# INFORMATION
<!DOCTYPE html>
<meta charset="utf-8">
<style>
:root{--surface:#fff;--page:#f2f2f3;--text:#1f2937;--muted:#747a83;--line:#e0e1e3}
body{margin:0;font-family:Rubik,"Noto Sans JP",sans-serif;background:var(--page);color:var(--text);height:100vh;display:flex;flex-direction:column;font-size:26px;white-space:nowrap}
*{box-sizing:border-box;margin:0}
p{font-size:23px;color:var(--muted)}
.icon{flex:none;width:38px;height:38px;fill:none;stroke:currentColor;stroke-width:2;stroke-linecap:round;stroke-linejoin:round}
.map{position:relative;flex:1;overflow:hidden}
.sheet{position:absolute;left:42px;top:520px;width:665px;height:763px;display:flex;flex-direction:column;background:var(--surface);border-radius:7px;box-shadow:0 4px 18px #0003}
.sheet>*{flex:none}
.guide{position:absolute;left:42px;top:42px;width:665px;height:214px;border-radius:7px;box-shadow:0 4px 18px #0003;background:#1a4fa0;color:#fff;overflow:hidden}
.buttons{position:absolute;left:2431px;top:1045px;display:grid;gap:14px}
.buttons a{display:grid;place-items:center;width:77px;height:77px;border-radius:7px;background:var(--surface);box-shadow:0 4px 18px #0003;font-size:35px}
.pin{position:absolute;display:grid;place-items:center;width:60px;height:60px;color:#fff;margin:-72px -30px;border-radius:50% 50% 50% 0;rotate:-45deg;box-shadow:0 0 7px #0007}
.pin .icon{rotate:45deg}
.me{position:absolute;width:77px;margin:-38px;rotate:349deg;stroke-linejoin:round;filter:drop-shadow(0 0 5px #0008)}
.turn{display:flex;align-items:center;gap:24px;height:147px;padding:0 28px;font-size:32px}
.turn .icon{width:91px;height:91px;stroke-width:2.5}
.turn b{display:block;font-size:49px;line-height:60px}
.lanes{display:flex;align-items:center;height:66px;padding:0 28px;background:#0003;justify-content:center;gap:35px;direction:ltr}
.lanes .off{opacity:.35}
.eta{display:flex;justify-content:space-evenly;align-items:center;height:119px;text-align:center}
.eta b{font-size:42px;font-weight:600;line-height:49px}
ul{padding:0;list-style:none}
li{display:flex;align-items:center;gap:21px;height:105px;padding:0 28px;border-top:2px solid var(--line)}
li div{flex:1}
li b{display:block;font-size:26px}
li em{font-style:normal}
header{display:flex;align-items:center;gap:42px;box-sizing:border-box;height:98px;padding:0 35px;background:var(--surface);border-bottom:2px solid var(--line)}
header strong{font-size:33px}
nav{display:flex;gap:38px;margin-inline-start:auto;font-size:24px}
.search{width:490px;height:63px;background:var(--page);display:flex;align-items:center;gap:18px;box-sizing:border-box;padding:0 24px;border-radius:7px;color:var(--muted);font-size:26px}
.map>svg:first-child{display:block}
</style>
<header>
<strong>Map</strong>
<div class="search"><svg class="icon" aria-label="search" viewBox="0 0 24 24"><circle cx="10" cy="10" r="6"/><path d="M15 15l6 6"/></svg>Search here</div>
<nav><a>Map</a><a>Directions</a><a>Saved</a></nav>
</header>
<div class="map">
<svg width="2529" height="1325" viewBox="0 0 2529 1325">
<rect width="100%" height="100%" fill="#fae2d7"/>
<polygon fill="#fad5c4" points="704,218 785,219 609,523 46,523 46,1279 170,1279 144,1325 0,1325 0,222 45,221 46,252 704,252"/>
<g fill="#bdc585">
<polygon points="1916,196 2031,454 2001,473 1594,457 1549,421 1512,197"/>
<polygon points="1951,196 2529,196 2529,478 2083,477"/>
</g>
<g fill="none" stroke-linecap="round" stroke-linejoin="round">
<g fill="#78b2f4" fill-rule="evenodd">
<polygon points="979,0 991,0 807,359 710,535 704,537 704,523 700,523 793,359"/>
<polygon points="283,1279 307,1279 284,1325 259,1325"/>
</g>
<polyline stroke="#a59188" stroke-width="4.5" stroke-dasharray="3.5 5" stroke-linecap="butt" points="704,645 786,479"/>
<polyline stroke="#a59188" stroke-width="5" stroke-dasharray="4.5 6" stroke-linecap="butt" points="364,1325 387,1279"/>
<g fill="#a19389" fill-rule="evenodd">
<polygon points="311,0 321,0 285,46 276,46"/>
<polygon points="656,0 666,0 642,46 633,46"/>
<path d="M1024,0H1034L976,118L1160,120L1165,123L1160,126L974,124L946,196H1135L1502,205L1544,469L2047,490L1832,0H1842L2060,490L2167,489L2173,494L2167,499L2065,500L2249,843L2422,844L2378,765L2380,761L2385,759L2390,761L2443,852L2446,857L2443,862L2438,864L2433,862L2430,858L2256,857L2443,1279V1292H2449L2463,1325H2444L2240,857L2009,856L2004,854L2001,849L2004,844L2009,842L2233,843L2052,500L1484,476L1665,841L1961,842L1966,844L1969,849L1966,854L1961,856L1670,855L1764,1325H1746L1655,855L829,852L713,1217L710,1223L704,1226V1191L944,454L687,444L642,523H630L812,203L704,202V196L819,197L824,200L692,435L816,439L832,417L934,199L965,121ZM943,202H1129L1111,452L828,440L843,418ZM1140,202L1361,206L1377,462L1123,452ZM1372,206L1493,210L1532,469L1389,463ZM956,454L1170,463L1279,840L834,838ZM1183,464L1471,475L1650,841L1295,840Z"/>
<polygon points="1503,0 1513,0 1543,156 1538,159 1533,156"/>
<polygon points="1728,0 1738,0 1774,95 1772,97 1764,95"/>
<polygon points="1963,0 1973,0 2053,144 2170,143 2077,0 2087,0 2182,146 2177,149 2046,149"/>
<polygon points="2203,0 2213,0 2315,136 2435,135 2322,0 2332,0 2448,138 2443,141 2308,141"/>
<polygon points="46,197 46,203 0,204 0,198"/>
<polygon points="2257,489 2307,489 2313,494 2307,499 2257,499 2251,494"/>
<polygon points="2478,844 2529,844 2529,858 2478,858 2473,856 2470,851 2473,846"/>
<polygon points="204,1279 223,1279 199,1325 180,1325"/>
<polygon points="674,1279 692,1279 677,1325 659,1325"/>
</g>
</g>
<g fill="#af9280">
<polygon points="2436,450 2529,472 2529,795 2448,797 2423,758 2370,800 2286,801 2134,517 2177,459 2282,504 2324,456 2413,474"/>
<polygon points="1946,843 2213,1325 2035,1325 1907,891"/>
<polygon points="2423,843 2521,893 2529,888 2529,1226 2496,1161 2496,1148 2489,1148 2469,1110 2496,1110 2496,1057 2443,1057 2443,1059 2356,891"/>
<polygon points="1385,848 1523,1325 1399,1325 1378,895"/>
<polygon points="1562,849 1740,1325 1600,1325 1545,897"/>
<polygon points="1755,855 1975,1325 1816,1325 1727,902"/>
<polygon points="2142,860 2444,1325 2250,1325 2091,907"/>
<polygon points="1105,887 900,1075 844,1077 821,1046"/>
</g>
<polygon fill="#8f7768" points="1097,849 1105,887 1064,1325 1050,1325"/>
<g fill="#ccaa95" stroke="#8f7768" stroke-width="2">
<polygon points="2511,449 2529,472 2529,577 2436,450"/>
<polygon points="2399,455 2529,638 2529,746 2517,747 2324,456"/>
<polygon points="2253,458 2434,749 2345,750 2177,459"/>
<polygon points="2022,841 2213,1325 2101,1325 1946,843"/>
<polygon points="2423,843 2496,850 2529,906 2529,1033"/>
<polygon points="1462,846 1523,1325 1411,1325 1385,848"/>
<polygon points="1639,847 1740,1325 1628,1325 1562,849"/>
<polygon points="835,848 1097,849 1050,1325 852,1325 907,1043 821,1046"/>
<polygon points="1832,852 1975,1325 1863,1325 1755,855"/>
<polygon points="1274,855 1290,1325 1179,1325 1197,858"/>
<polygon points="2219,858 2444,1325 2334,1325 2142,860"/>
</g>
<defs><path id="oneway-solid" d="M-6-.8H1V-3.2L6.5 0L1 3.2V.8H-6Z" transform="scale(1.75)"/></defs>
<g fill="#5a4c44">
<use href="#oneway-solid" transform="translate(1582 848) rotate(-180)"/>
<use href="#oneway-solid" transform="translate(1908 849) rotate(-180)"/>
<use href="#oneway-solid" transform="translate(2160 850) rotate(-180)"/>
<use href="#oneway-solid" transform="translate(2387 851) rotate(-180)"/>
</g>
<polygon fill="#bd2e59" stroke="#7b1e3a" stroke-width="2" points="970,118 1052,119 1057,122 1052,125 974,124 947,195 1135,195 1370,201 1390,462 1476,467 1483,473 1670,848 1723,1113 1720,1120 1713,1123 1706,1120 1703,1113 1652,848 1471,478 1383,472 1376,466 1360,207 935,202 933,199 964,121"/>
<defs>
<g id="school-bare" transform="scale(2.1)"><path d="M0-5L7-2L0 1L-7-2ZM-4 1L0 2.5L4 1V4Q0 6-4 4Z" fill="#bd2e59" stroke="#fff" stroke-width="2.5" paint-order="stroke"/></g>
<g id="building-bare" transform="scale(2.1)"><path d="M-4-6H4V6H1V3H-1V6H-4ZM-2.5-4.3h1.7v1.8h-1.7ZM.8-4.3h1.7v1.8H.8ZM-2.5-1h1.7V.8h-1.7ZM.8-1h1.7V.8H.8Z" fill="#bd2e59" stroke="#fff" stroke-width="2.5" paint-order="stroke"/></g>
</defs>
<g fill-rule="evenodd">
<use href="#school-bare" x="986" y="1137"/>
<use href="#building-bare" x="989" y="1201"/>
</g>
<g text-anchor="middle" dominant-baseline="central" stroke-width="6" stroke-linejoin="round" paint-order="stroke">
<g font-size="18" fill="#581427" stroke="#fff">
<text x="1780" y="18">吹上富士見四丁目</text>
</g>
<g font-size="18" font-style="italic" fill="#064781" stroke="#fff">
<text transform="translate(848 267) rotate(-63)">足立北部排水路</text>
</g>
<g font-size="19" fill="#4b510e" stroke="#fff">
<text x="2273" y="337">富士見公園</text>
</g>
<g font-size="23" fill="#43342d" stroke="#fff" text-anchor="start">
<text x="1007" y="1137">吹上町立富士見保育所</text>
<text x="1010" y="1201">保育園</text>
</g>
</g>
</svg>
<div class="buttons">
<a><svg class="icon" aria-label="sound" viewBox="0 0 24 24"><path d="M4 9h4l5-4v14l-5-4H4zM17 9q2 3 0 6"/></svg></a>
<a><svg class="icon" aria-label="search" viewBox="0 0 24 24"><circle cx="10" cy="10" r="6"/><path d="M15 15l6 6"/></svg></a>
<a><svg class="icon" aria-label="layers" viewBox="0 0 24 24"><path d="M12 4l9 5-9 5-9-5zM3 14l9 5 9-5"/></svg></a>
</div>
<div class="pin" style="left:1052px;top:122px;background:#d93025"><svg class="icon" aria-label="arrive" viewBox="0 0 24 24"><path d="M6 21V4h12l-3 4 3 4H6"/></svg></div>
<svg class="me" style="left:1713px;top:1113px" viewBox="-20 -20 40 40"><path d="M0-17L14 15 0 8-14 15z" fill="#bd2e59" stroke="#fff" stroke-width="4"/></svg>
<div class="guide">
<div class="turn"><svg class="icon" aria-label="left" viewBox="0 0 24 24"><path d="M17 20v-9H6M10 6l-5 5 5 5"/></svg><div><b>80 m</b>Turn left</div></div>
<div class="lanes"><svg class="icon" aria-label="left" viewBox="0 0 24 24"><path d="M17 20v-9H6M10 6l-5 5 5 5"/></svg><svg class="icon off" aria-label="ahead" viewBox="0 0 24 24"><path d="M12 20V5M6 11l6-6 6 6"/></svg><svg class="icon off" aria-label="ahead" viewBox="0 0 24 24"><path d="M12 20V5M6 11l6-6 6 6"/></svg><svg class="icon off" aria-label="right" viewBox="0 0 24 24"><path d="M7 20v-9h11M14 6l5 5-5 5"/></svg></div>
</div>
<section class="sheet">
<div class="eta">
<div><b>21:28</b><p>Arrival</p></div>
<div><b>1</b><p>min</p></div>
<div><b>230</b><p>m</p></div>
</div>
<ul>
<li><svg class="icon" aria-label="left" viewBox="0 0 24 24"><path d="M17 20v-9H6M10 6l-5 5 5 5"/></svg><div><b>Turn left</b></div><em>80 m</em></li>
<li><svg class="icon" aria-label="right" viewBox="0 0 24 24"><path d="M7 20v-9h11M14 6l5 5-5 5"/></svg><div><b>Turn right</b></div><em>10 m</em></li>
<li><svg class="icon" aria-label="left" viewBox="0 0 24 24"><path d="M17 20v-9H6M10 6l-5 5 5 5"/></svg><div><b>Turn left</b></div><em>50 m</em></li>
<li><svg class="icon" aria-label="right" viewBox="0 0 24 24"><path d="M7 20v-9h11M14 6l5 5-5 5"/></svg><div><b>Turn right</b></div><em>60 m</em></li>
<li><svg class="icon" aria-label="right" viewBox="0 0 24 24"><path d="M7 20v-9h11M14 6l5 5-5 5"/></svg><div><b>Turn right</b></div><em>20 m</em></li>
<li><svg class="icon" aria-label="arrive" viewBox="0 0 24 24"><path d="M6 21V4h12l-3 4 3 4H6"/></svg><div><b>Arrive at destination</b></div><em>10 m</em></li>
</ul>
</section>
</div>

# DESCRIPTION OF THE TASK
Each line of the entries above that has the word "buttons" is to be copied.

# ANSWER SPACE
.buttons{position:absolute;left:2431px;top:1045px;display:grid;gap:14px}
.buttons a{display:grid;place-items:center;width:77px;height:77px;border-radius:7px;background:var(--surface);box-shadow:0 4px 18px #0003;font-size:35px}
<div class="buttons">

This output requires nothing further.